Actually, I embraced it. I think I’d always known. I just never got around to allowing myself the hope. Way too much pressure with hope. I’d already had one lifetime dream taken away. The older I got, though, the easier it was to see that as a child-like dream.
Also, the dream was over. So it’s much easier to leave those behind.
Despite my best efforts, that hope grew. Directionless and with no guidance. I knew nobody who did what I wanted to do and had no idea where to start. In lieu of a path, I did what I always do: leaped into the woods and started hacking away.
There was no time for distractions along the way. Nothing could deter me from where I was going even though I had no idea where that was or how long it would take.
Along the way, I forgot that sometimes you can skip the game. Sometimes there are more important things than the game.
3.
I mention all of this because it’s really never too late. At least that’s what I tell myself even though I know that sometimes time has an unfortunate way of slipping like sand between our fingers.
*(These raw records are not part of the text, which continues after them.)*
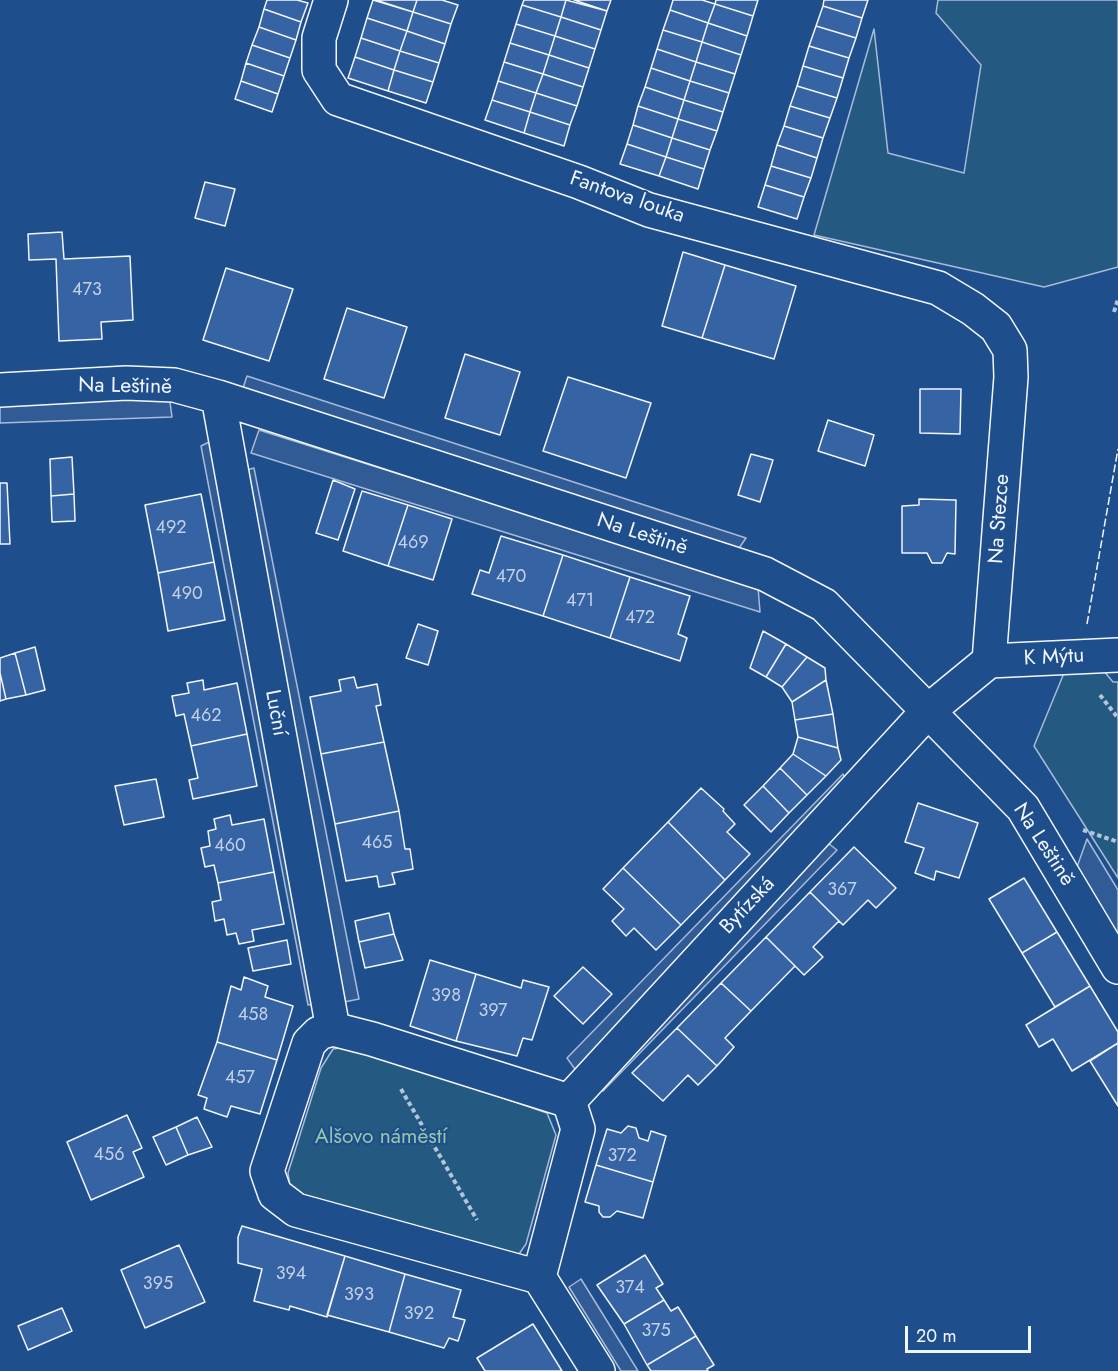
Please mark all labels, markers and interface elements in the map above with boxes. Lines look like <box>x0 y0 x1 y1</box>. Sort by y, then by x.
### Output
street label: Fantova louka <box>566 167 688 229</box>
house number: 473 <box>72 280 102 302</box>
street label: Na Leštině <box>78 374 172 400</box>
street label: Na Stezce <box>984 473 1016 565</box>
street label: Na Leštině <box>594 509 690 561</box>
house number: 492 <box>155 518 187 540</box>
house number: 469 <box>397 533 429 555</box>
house number: 470 <box>496 567 526 589</box>
house number: 490 <box>171 584 203 606</box>
house number: 471 <box>566 591 594 613</box>
house number: 472 <box>625 608 655 630</box>
street label: K Mýtu <box>1023 644 1085 672</box>
street label: Luční <box>259 688 291 738</box>
house number: 462 <box>190 706 222 728</box>
street label: Na Leštině <box>1007 799 1079 891</box>
house number: 465 <box>361 833 393 855</box>
house number: 460 <box>214 836 246 858</box>
street label: Bytízská <box>715 872 781 940</box>
house number: 367 <box>827 880 857 902</box>
house number: 398 <box>431 986 461 1008</box>
house number: 397 <box>478 1001 508 1023</box>
house number: 458 <box>238 1005 268 1027</box>
house number: 457 <box>225 1068 255 1090</box>
park label: Alšovo náměstí <box>315 1125 447 1151</box>
house number: 456 <box>93 1145 125 1167</box>
house number: 372 <box>607 1146 637 1168</box>
house number: 394 <box>276 1264 306 1286</box>
house number: 395 <box>143 1274 173 1296</box>
house number: 374 <box>615 1278 645 1300</box>
house number: 393 <box>344 1285 374 1307</box>
house number: 392 <box>404 1304 434 1326</box>
scale bar <box>908 1314 1034 1352</box>
house number: 375 <box>641 1321 671 1343</box>
text: 20 m <box>916 1323 956 1349</box>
I don’t think this is that, though.
This isn’t about a girl. Or about anyone really. It’s about me and the decisions I’ve made over the years, all of them since the day I missed that curveball. The day the thing that I thought I was going to be disappeared into the ether of space-time, into a future I wasn’t going to have.
Since that day, I’ve been frantically searching for the thing that I would be. And along the way I forgot to look for what that was. Instead, I’ve just plowed ahead.
But I know what it is now. I know what the thing is, the thing I’ve missed for all these years.
Will it happen? I don’t honestly know. I don’t think that’s what matters. I think I just have to go see about it.
You know why you flew out? Because you noticed the outfielders, your teammate leading off and everything else going on around you. C'mon man get focused!
Some day I'll explain to you how the big boys play baseball.
wow, King. You are an incredible author. And, I don't say that about anyone.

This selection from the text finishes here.